Definitions vary by team. The strictest version counts only 5xx as errors, because 4xx is a client mistake. A more inclusive definition counts 4xx too — especially 429 (rate limit hit) and 499 (client closed connection), which can signal backend slowness. In an interview, the safe move is to compute both and present them side by side. The hourly breakdown below runs in Postgres, Snowflake, or BigQuery with minimal syntax changes:

SELECT
    DATE_TRUNC('hour', request_ts) AS hour,
    COUNT(*) AS total_requests,
    COUNT(*) FILTER (WHERE response_code >= 500) AS errors_5xx,
    COUNT(*) FILTER (WHERE response_code BETWEEN 400 AND 499) AS errors_4xx,
    ROUND(
        COUNT(*) FILTER (WHERE response_code >= 500)::NUMERIC * 100
            / NULLIF(COUNT(*), 0),
        3
    ) AS error_5xx_pct,
    ROUND(
        COUNT(*) FILTER (WHERE response_code BETWEEN 400 AND 499)::NUMERIC * 100
            / NULLIF(COUNT(*), 0),
        3
    ) AS error_4xx_pct
FROM api_logs
WHERE request_ts >= NOW() - INTERVAL '24 hours'
GROUP BY 1
ORDER BY 1;

Two details interviewers watch for. The NULLIF(COUNT(*), 0) guard avoids divide-by-zero in hours with no traffic. The cast to NUMERIC before multiplication is required in Postgres — without it, integer division silently truncates 0.0004 to 0. Snowflake and BigQuery handle this differently, but the explicit cast is portable and self-documenting.

Error rate by endpoint

A single global rate hides the regressions that matter. In every real production system, the failure is concentrated on one or two endpoints — and your job is to find them fast. Group by endpoint (or route_pattern if you have one normalized) and filter out low-traffic routes that produce noisy ratios:

SELECT
    endpoint,
    COUNT(*) AS requests,
    COUNT(*) FILTER (WHERE response_code >= 500) AS errors_5xx,
    ROUND(
        COUNT(*) FILTER (WHERE response_code >= 500)::NUMERIC * 100
            / NULLIF(COUNT(*), 0),
        3
    ) AS error_rate_pct,
    MAX(response_code) AS worst_code
FROM api_logs
WHERE request_ts >= NOW() - INTERVAL '24 hours'
GROUP BY endpoint
HAVING COUNT(*) >= 100   -- ignore long-tail endpoints WITH tiny samples
ORDER BY error_rate_pct DESC
LIMIT 30;

The HAVING COUNT(*) >= 100 clause is critical. Without it, an endpoint with 3 requests and one failure shows a 33% error rate and tops your list — drowning the real signal. A common follow-up is how to pick that threshold. The honest answer: depends on traffic shape, but at least enough requests that a Wilson confidence interval would not span the SLO bound. In practice teams use 100, 500, or 1000.

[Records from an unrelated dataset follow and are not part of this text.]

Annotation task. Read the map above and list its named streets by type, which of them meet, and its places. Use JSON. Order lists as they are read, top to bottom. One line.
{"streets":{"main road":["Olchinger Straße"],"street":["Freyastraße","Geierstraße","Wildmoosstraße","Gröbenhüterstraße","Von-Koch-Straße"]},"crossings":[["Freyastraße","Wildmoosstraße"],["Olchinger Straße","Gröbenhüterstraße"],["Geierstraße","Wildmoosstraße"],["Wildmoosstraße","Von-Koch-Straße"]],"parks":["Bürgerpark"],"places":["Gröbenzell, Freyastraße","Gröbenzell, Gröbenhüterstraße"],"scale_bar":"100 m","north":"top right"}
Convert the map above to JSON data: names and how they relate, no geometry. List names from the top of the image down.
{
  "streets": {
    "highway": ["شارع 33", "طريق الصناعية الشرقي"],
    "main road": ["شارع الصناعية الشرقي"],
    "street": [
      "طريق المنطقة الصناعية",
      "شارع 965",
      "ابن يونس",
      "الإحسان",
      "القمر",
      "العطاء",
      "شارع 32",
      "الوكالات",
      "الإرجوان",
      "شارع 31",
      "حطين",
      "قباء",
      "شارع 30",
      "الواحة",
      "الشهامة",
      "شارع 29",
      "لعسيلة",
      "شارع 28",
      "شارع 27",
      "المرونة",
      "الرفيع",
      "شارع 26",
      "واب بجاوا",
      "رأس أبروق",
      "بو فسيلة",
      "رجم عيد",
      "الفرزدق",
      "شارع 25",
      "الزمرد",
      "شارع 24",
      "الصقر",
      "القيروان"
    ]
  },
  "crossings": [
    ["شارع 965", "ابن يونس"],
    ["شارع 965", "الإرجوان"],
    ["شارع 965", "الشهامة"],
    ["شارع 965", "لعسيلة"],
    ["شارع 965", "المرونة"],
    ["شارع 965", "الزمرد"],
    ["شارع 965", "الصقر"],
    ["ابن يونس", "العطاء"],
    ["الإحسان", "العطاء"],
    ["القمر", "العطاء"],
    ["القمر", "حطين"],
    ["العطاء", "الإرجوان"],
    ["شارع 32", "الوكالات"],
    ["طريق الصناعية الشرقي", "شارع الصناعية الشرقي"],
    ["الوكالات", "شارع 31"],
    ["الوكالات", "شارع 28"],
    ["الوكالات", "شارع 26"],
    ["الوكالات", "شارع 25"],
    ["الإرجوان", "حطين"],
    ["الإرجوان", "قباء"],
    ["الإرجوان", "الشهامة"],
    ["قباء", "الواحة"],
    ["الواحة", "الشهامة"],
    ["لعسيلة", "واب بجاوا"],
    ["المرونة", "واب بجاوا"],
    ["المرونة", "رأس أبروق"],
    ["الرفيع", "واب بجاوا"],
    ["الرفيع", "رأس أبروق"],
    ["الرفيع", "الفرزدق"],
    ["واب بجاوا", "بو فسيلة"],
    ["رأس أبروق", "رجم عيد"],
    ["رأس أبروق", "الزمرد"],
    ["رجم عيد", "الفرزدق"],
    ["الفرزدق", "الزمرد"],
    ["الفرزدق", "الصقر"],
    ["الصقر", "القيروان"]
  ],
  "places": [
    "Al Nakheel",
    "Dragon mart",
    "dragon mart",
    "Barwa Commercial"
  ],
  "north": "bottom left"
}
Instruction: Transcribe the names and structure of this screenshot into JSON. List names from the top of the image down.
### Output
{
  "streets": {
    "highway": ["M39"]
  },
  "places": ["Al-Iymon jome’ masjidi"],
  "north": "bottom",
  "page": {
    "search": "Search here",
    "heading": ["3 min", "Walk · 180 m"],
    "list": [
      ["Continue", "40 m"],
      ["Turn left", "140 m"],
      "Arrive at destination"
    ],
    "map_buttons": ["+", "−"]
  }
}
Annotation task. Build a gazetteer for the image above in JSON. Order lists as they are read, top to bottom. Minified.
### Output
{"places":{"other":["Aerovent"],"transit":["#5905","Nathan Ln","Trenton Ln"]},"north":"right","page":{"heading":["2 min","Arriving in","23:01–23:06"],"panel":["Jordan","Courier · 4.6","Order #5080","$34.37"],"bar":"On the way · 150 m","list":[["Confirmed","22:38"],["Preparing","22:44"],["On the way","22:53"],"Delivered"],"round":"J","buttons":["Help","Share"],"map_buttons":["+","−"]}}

If your endpoint column is a raw URL with IDs in the path, normalize it first. /users/42/orders and /users/87/orders should be grouped as /users/{id}/orders — either in the application logger or with REGEXP_REPLACE(endpoint, '/[0-9]+', '/{id}', 'g').

Status code distribution

When the rate spikes, the next question is always "which status codes specifically?" A 503 storm is a downstream dependency failure. A 504 storm is a timeout. A 429 storm is rate-limit pressure from a noisy customer. A 401 storm could be a credential rotation gone wrong. Different codes lead to different incident responses:

SELECT
    response_code,
    COUNT(*) AS occurrences,
    ROUND(
        COUNT(*)::NUMERIC * 100 / SUM(COUNT(*)) OVER (),
        3
    ) AS share_of_errors_pct
FROM api_logs
WHERE request_ts >= NOW() - INTERVAL '1 hour'
  AND response_code >= 400
GROUP BY response_code
ORDER BY occurrences DESC;

The window SUM(COUNT(*)) OVER () computes the total error count once and lets each row reference it for the share calculation. This pattern is worth memorizing — it shows up wherever you need a row-level percentage of a group total, and it is far cheaper than a self-join.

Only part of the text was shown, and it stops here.